You are bone-carriers

like the Israelites,

who lifted the bones of their ancestors

and took them across the boundaries into the desert.

Bones are heavy things,

she says,

but what you inherit from those who come before is rich,

so make sure you take them with you.

Life-savers,

mosaic-makers,

bone-carriers.

Find your greatness!”

After she preached this prophetic call, Rev. Northcutt met with the preaching class of UU ministers she was leading that week and asked whether she had made it clear that she thinks we UU’s are the hope of the future. She was checking in, asking “Did I say I came because I think you have a chance to heal the world?” “Did I say I thought you were the future of religion –

not my people, but you?!  Did I say that?!”

She had also told a story in worship, that morning. She said that when she was young, every school day started the same way, with her and her sister trying to rush out the door to school without their mother noticing. But their mother would always notice and she would run to the door after them, throw it open, and yell loudly across the lawn at her fleeing daughters. “Girls,” she would yell as they ran away fast as they could, but never fast enough: “Girls!  Find your greatness!” And having told her story, Rev. Northcutt ended her sermon the same way. Calling out to us she said:

“Find your greatness, Unitarian Universalists.

Life savers

Mosaic makers

Bone carriers.”

Her words, her charge to us, didn’t feel like too much when I heard them. They felt right. Right to me. Right, now I believe, for us, for you, First Unitarian Church of Providence: life-savers, mosaic-makers, bone-carriers.

Bone-carriers because we carry our ancestors with us, their presence is all around us, demanding both gratitude and new reckoning with the sins and blessings of their days. Mosaic-makers because we know there is brokenness within us and we honor it – no-one, nothing, is absolute and pure, everything is flawed and still, everything is shot through with beauty and promise and we know we can take our flaws and parts and bits and combine them, find the ways we fit, fill in the gaps, sometimes with grit, sometimes with gold, and together create, and keep creating, something multifarious and marvelous, a community that is whole and powerful and beautiful. Life-savers because we know we have come here and found hope, found family, found affirmation, found belonging, found healing, love that pulled us back from despair, from isolation, from the world’s harshness, from our own cynicism, from outrage that drowns our joy, from the overwhelm of so much that needs doing that we cannot do alone.

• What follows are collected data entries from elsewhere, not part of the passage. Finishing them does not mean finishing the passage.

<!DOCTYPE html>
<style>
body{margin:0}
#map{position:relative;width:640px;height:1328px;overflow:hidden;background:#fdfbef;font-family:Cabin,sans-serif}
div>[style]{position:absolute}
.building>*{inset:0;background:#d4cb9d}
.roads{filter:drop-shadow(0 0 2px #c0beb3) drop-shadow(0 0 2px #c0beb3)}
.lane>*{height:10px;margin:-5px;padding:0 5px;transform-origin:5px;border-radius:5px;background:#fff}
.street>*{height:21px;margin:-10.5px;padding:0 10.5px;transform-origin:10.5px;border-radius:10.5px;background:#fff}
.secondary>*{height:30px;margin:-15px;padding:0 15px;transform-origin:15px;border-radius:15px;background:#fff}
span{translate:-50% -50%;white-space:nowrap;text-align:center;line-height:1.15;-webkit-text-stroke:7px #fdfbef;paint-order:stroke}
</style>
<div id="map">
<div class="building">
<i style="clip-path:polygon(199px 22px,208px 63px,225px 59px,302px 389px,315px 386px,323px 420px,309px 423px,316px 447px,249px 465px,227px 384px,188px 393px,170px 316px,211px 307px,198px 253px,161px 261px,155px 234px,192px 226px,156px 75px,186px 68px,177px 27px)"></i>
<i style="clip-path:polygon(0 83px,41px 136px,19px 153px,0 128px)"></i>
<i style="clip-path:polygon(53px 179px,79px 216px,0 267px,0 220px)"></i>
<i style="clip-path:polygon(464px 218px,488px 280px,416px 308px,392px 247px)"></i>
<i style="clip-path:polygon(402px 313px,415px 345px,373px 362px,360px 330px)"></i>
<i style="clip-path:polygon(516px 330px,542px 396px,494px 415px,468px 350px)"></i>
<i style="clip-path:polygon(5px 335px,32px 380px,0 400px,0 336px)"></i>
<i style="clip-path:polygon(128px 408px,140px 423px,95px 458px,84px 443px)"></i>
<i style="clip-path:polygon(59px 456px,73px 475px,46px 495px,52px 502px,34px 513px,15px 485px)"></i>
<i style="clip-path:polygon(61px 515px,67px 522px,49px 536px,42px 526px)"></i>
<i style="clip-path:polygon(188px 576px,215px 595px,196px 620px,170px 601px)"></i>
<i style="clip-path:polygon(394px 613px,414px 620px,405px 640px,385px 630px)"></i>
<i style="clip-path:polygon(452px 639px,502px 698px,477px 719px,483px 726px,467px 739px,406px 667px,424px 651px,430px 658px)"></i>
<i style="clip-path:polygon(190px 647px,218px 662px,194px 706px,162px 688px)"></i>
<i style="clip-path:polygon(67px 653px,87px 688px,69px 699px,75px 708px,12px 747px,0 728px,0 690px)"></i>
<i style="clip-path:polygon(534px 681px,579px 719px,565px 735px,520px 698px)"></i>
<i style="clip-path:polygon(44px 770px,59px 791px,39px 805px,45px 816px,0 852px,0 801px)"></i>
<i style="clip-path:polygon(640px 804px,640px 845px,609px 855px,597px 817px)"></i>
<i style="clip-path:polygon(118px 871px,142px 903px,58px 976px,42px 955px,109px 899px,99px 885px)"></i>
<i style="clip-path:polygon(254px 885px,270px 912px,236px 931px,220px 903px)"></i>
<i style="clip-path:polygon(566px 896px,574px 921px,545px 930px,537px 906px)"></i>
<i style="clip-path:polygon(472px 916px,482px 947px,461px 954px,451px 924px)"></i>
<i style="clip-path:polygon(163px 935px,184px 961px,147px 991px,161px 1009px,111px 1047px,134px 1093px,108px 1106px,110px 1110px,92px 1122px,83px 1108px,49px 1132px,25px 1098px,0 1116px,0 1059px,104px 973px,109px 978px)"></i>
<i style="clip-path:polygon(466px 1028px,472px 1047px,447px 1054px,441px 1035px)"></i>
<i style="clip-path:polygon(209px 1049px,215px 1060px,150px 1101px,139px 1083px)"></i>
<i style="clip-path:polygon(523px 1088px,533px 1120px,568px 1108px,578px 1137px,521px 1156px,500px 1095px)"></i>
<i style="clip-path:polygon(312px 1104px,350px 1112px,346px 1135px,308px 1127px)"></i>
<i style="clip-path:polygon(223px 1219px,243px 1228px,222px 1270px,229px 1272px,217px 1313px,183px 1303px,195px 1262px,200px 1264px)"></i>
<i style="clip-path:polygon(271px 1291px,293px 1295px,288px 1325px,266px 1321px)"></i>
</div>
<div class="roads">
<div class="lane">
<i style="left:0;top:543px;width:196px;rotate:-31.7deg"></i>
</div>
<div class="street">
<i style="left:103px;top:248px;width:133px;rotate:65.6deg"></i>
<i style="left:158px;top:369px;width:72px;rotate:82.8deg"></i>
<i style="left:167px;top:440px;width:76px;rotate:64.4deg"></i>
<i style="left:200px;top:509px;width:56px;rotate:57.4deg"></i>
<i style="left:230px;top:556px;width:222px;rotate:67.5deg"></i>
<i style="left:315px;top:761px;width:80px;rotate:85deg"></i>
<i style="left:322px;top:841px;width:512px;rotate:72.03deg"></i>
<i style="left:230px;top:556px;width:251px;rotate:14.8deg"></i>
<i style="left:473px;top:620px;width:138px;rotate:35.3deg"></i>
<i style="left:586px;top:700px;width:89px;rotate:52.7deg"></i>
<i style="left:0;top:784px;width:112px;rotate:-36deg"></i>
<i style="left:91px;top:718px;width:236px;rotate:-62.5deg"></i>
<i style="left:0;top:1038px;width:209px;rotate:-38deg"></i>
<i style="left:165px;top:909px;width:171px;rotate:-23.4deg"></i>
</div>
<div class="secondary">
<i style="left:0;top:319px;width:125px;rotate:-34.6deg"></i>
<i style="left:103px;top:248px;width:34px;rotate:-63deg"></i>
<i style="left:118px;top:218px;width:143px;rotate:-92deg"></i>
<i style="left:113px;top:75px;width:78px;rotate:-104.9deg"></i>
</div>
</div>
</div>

‘Find your greatness’ is really not too much to ask. This is one prophetic charge a religious liberal can believe in and commit to. I believe in it, and I believe we are on that path together. Life savers, mosaic makers, bone carriers, in establishing a strategic plan, we are taking our brokenness and wholeness, the lives we are saving – including our own, and the bones we carry, both the burden and the best of our past, to choose the strongest, most relevant, most worthy, most joyful future for ourselves and our faith. We have just set important and exciting goals for ourselves; next we will coalesce them into a plan and next year we will embark on the first year of our strategic plan as a congregation and will continue to discern our next steps forward on this journey. Our journey to the world we believe in starts for so many of us with a church we believe in.

 

This community has built itself into a congregation with a storied past and wide-open future. It’s time for another beginning, time for the next awakening, time for the next transformation in the long unfolding of the First Unitarian Church of Providence. We are standing on a rooftop. We hold on to the railing – the sturdy safeguard that is our care and compassion for each other. We stand under the dark clear starry night that is the world with all its challenge and all that overwhelms and all that is beautiful. We look out and see that we are at a turning point – that there is hardship here, truths to encounter and integrate, language to learn and understand, partnerships to build, strength to develop, music to create, people to love, joy to nurture – a next stage of life to live, a new level of being for us here. Ours alone, shaped by us, right for us, fully us. Life savers, mosaic makers, bone carriers, this is our new day. Amen.